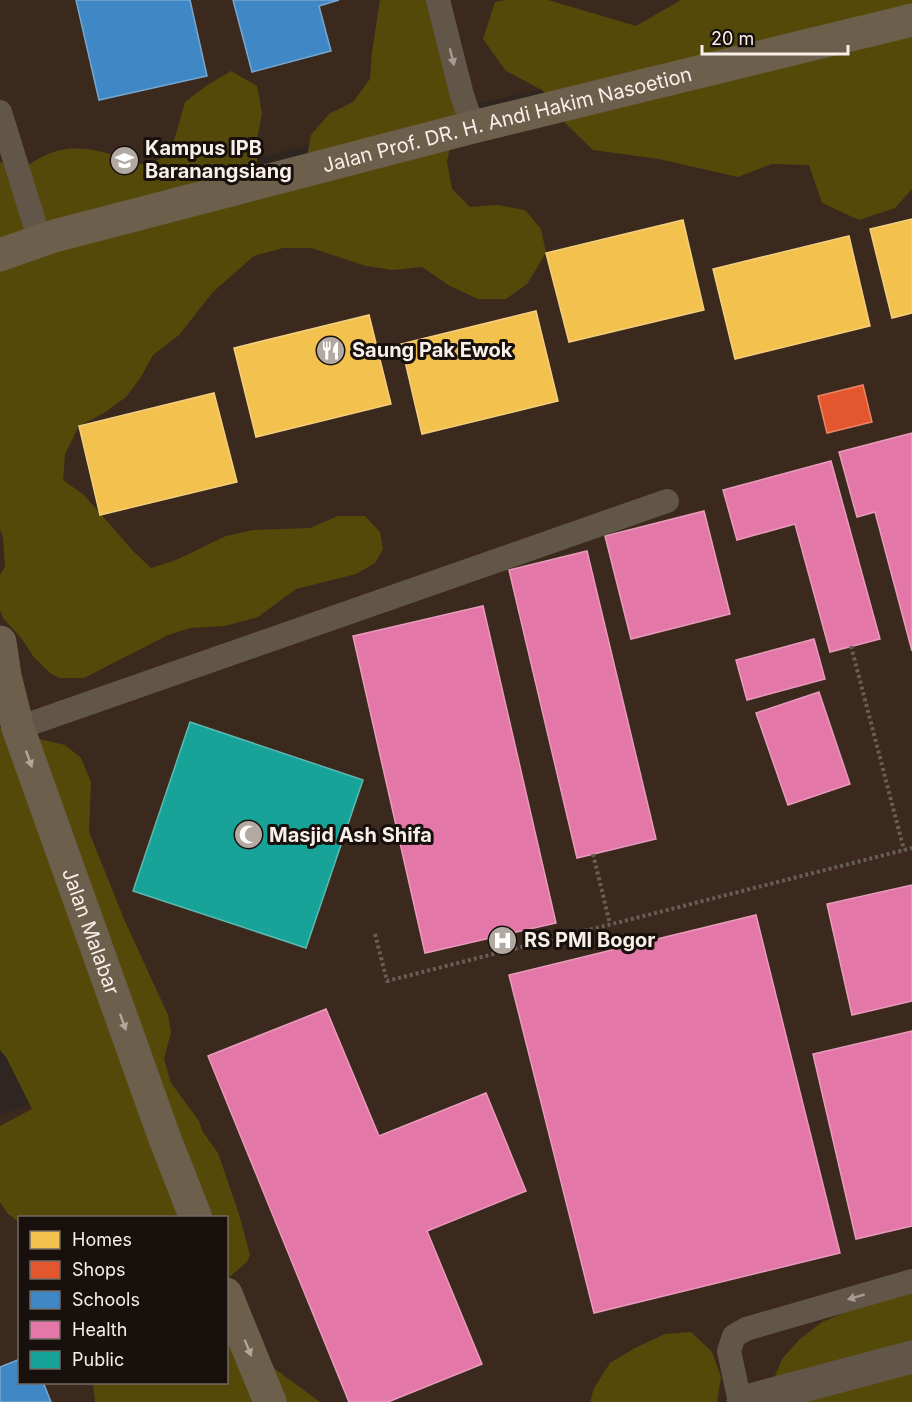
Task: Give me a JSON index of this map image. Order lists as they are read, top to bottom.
{
  "streets": {
    "street": ["Jalan Prof. DR. H. Andi Hakim Nasoetion", "Jalan Malabar"]
  },
  "one_way": ["Jalan Malabar"],
  "places": {
    "school or university": ["Kampus IPB Baranangsiang"],
    "restaurant": ["Saung Pak Ewok"],
    "mosque": ["Masjid Ash Shifa"],
    "hospital": ["RS PMI Bogor"]
  },
  "legend": [
    "Homes",
    "Shops",
    "Schools",
    "Health",
    "Public"
  ],
  "scale_bar": "20 m"
}
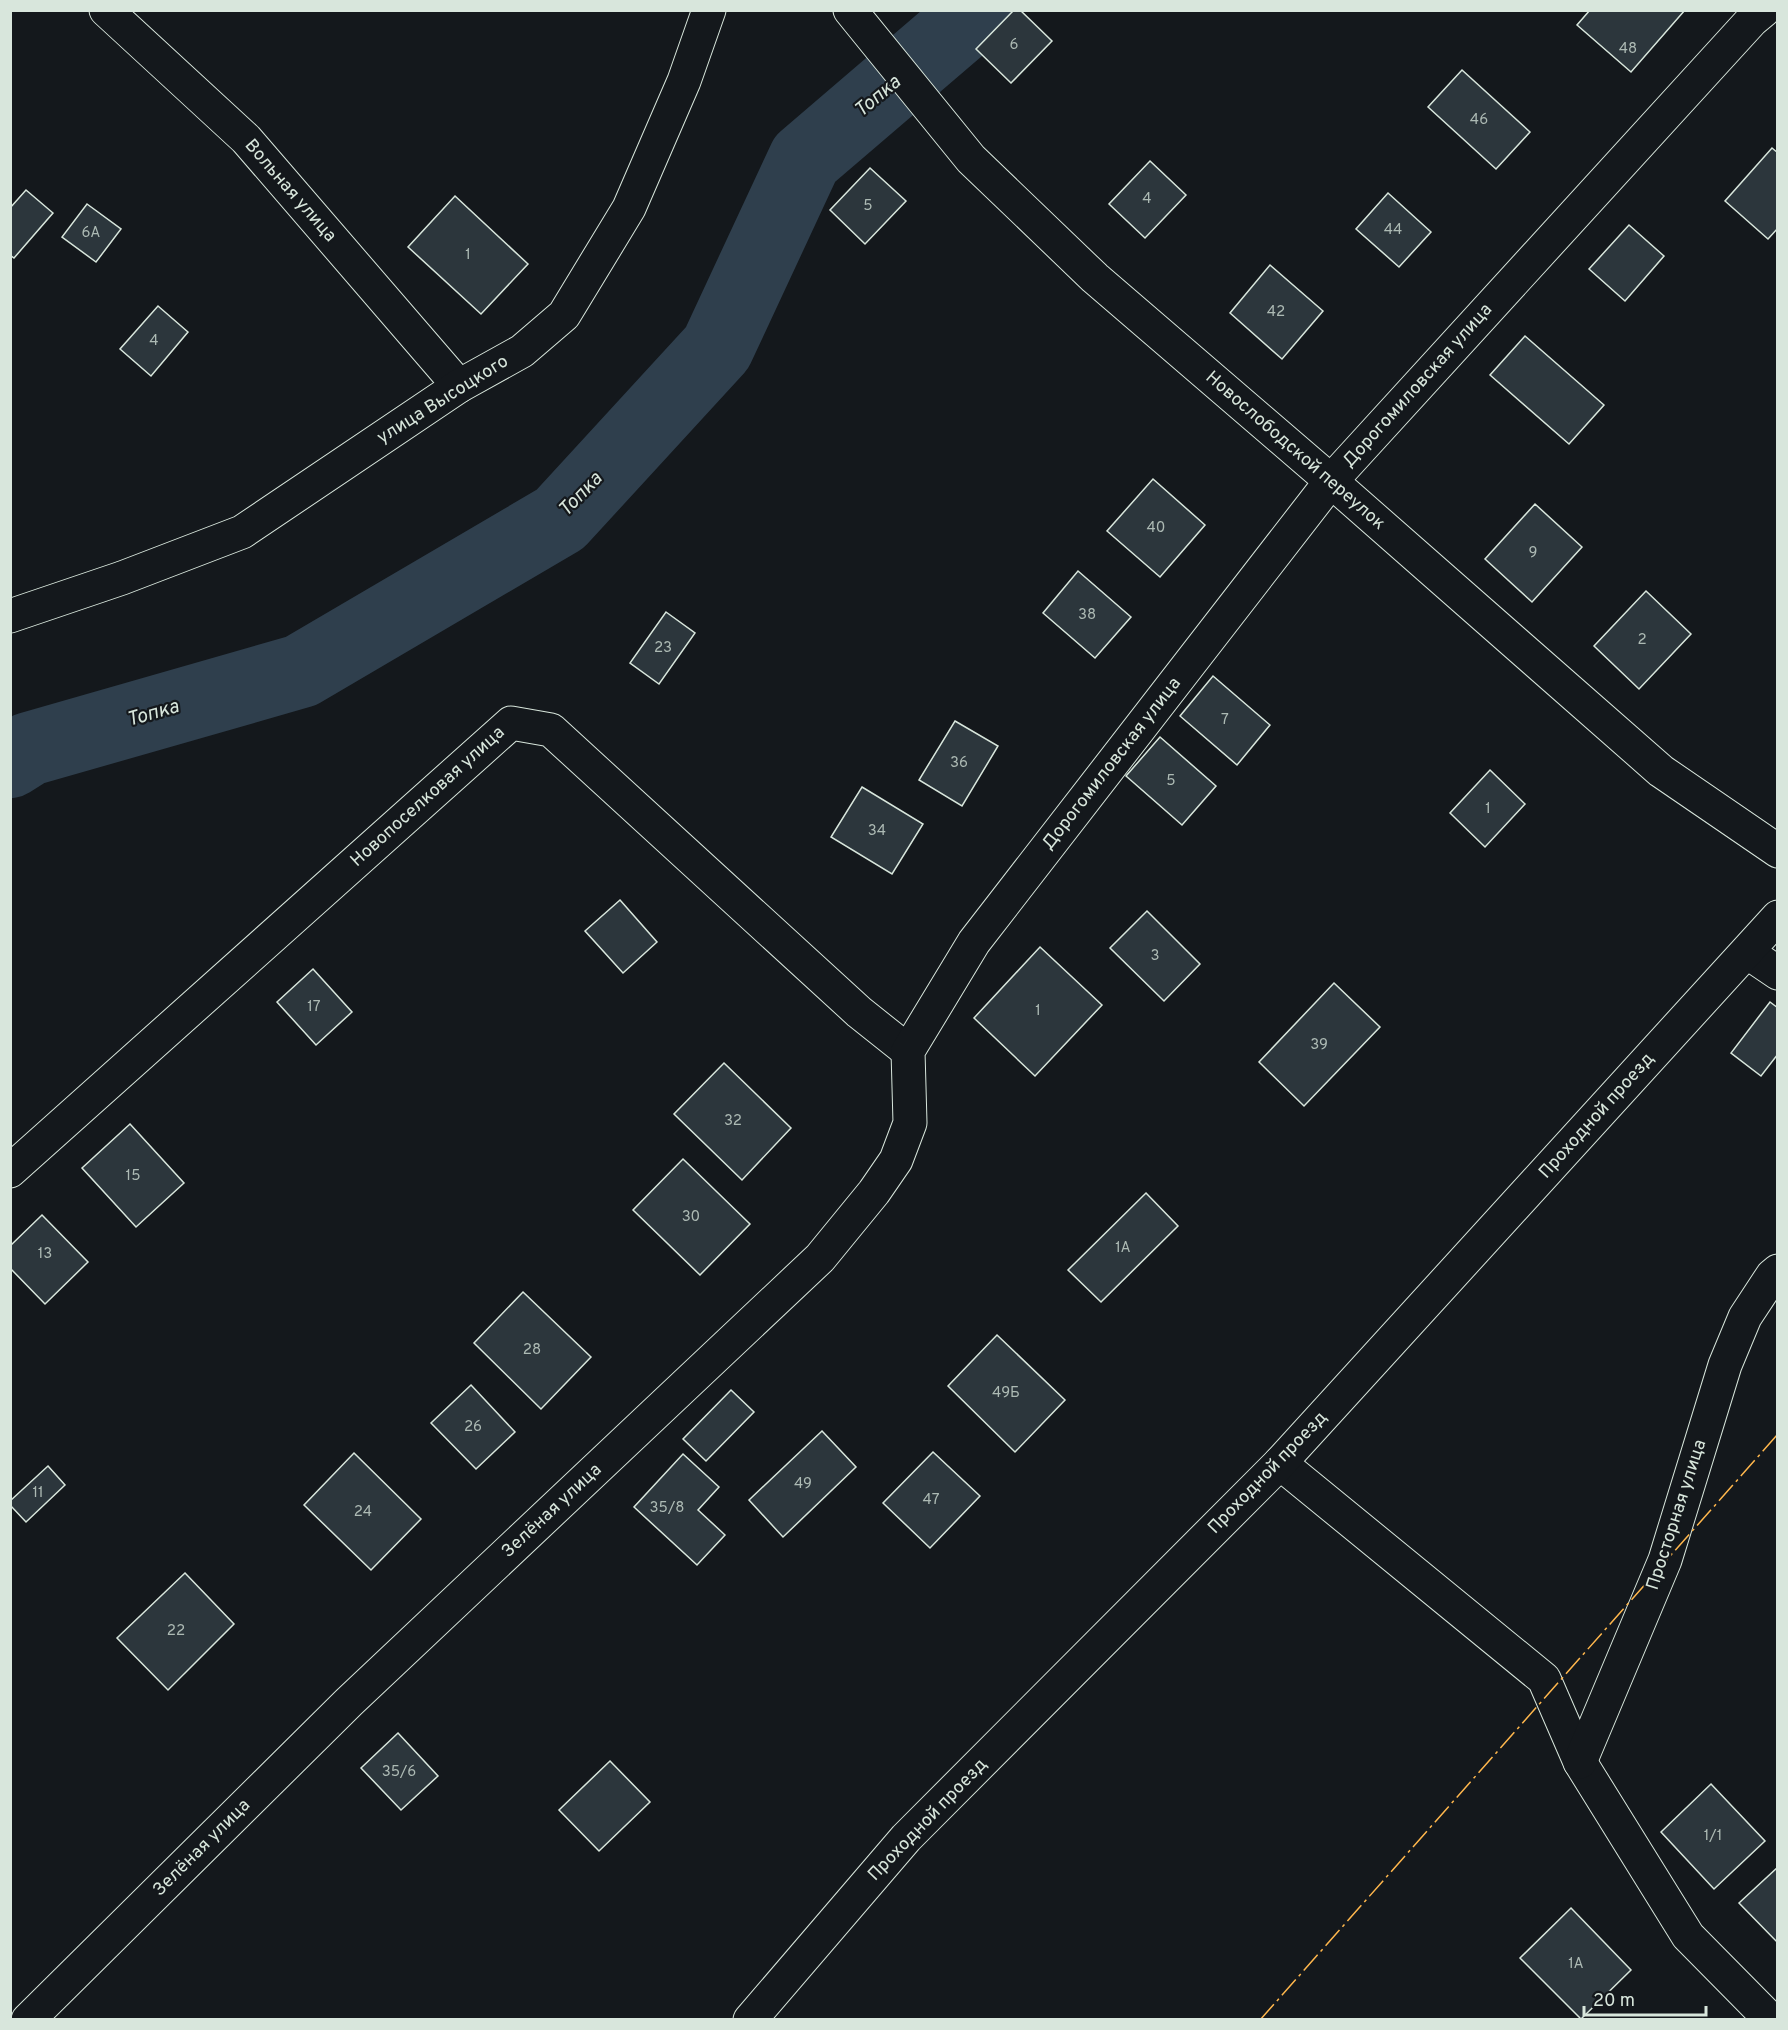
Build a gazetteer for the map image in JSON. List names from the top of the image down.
{
  "streets": {
    "street": [
      "Вольная улица",
      "Дорогомиловская улица",
      "улица Высоцкого",
      "Новослободской переулок",
      "Новопоселковая улица",
      "Проходной проезд",
      "Зелёная улица",
      "Просторная улица"
    ]
  },
  "crossings": [
    ["Вольная улица", "улица Высоцкого"],
    ["Дорогомиловская улица", "Новослободской переулок"],
    ["Дорогомиловская улица", "Новопоселковая улица"],
    ["Дорогомиловская улица", "Зелёная улица"],
    ["Новопоселковая улица", "Зелёная улица"]
  ],
  "water": ["Топка"],
  "house_numbers": [
    "6",
    "48",
    "46",
    "4",
    "5",
    "44",
    "6А",
    "1",
    "42",
    "4",
    "40",
    "9",
    "38",
    "2",
    "23",
    "7",
    "36",
    "5",
    "1",
    "34",
    "3",
    "17",
    "1",
    "39",
    "32",
    "15",
    "30",
    "1А",
    "13",
    "28",
    "49Б",
    "26",
    "49",
    "11",
    "47",
    "35/8",
    "24",
    "22",
    "35/6",
    "1/1",
    "1А"
  ],
  "scale_bar": "20 m"
}
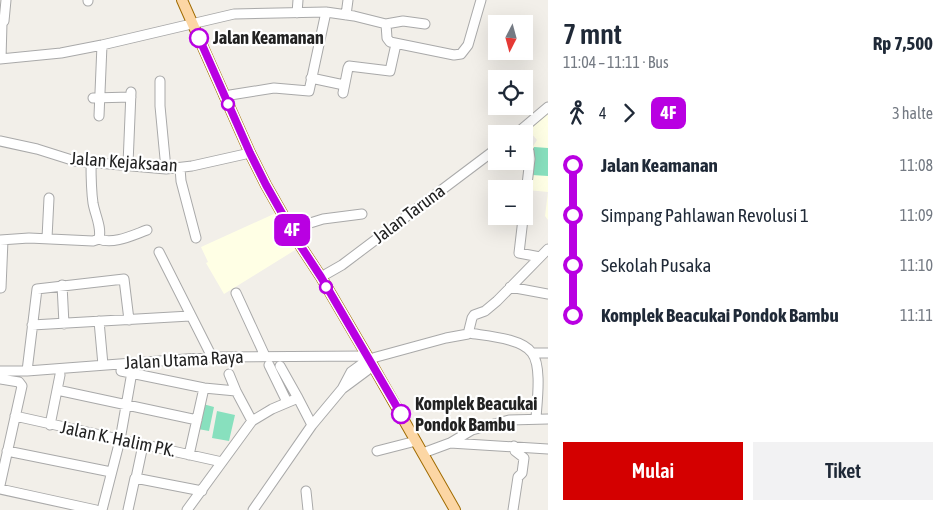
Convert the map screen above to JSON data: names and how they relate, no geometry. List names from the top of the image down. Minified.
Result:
{"streets":{"street":["Jalan Kejaksaan","Jalan Taruna","Jalan Utama Raya","Jalan K. Halim PK."]},"places":["Jalan Keamanan","Komplek Beacukai Pondok Bambu"],"lines":["bus line 4F"],"north":"bottom","page":{"on_map":"4F","heading":["7 mnt","11:04 – 11:11 · Bus","Rp 7,500"],"map_buttons":["+","−"],"legs":["4","4F","3 halte"],"list":[{"name":"Jalan Keamanan","value":"11:08"},{"name":"Simpang Pahlawan Revolusi 1","value":"11:09"},{"name":"Sekolah Pusaka","value":"11:10"},{"name":"Komplek Beacukai Pondok Bambu","value":"11:11"}],"buttons":["Mulai","Tiket"]}}
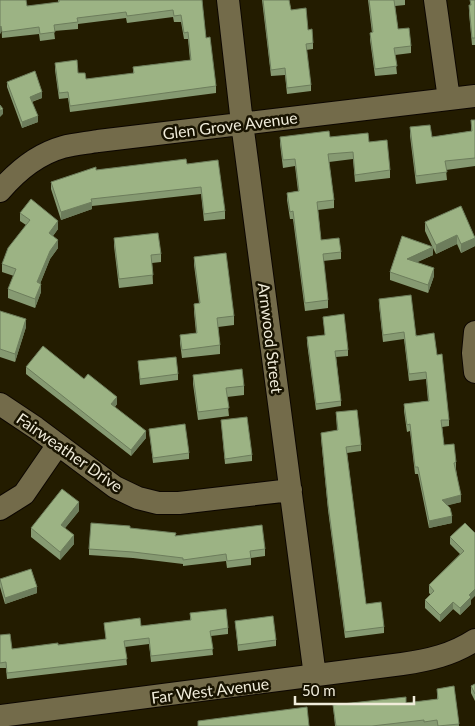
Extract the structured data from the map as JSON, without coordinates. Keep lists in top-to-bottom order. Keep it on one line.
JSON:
{"streets":{"street":["Glen Grove Avenue","Arnwood Street","Fairweather Drive","Far West Avenue"]},"crossings":[["Glen Grove Avenue","Arnwood Street"],["Arnwood Street","Fairweather Drive"],["Arnwood Street","Far West Avenue"]],"scale_bar":"50 m"}
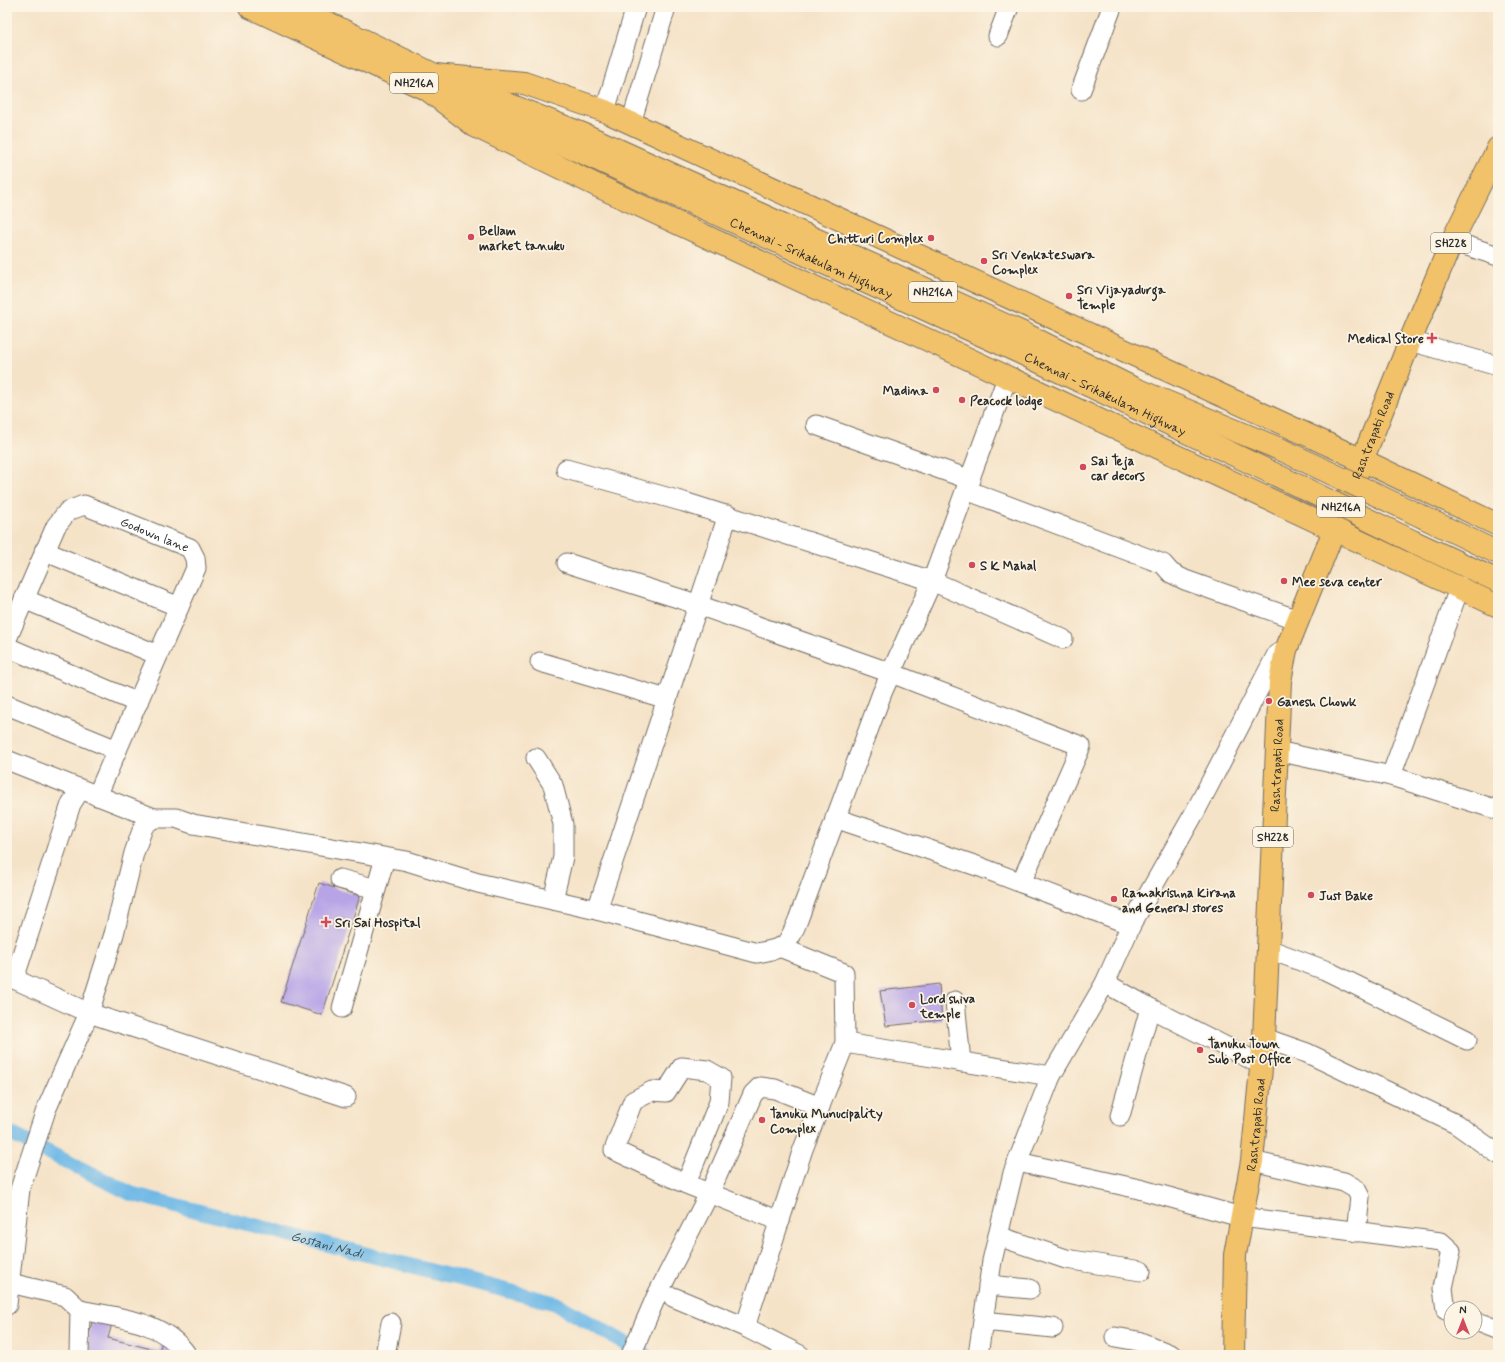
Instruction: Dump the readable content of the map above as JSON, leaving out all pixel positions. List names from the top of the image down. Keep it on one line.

────────────────────────────────────────

Aim of the exercise » Images are to be skipped, and each line above is to be returned exactly.

Result for this task »
Task: Give me a JSON index of this map image. Order lists as they are read, top to bottom.
{
  "streets": {
    "street": ["Jalan Prof. DR. H. Andi Hakim Nasoetion", "Jalan Malabar"]
  },
  "one_way": ["Jalan Malabar"],
  "places": {
    "school or university": ["Kampus IPB Baranangsiang"],
    "restaurant": ["Saung Pak Ewok"],
    "mosque": ["Masjid Ash Shifa"],
    "hospital": ["RS PMI Bogor"]
  },
  "legend": [
    "Homes",
    "Shops",
    "Schools",
    "Health",
    "Public"
  ],
  "scale_bar": "20 m"
}
Build a gazetteer for the map image in JSON. List names from the top of the image down.
{
  "streets": {
    "street": [
      "Вольная улица",
      "Дорогомиловская улица",
      "улица Высоцкого",
      "Новослободской переулок",
      "Новопоселковая улица",
      "Проходной проезд",
      "Зелёная улица",
      "Просторная улица"
    ]
  },
  "crossings": [
    ["Вольная улица", "улица Высоцкого"],
    ["Дорогомиловская улица", "Новослободской переулок"],
    ["Дорогомиловская улица", "Новопоселковая улица"],
    ["Дорогомиловская улица", "Зелёная улица"],
    ["Новопоселковая улица", "Зелёная улица"]
  ],
  "water": ["Топка"],
  "house_numbers": [
    "6",
    "48",
    "46",
    "4",
    "5",
    "44",
    "6А",
    "1",
    "42",
    "4",
    "40",
    "9",
    "38",
    "2",
    "23",
    "7",
    "36",
    "5",
    "1",
    "34",
    "3",
    "17",
    "1",
    "39",
    "32",
    "15",
    "30",
    "1А",
    "13",
    "28",
    "49Б",
    "26",
    "49",
    "11",
    "47",
    "35/8",
    "24",
    "22",
    "35/6",
    "1/1",
    "1А"
  ],
  "scale_bar": "20 m"
}
Convert the map screen above to JSON data: names and how they relate, no geometry. List names from the top of the image down. Minified.
Result:
{"streets":{"street":["Jalan Kejaksaan","Jalan Taruna","Jalan Utama Raya","Jalan K. Halim PK."]},"places":["Jalan Keamanan","Komplek Beacukai Pondok Bambu"],"lines":["bus line 4F"],"north":"bottom","page":{"on_map":"4F","heading":["7 mnt","11:04 – 11:11 · Bus","Rp 7,500"],"map_buttons":["+","−"],"legs":["4","4F","3 halte"],"list":[{"name":"Jalan Keamanan","value":"11:08"},{"name":"Simpang Pahlawan Revolusi 1","value":"11:09"},{"name":"Sekolah Pusaka","value":"11:10"},{"name":"Komplek Beacukai Pondok Bambu","value":"11:11"}],"buttons":["Mulai","Tiket"]}}
Extract the structured data from the map as JSON, without coordinates. Keep lists in top-to-bottom order. Keep it on one line.
JSON:
{"streets":{"street":["Glen Grove Avenue","Arnwood Street","Fairweather Drive","Far West Avenue"]},"crossings":[["Glen Grove Avenue","Arnwood Street"],["Arnwood Street","Fairweather Drive"],["Arnwood Street","Far West Avenue"]],"scale_bar":"50 m"}
Instruction: Dump the readable content of the map above as JSON, leaving out all pixel positions. List names from the top of the image down. Keep it on one line.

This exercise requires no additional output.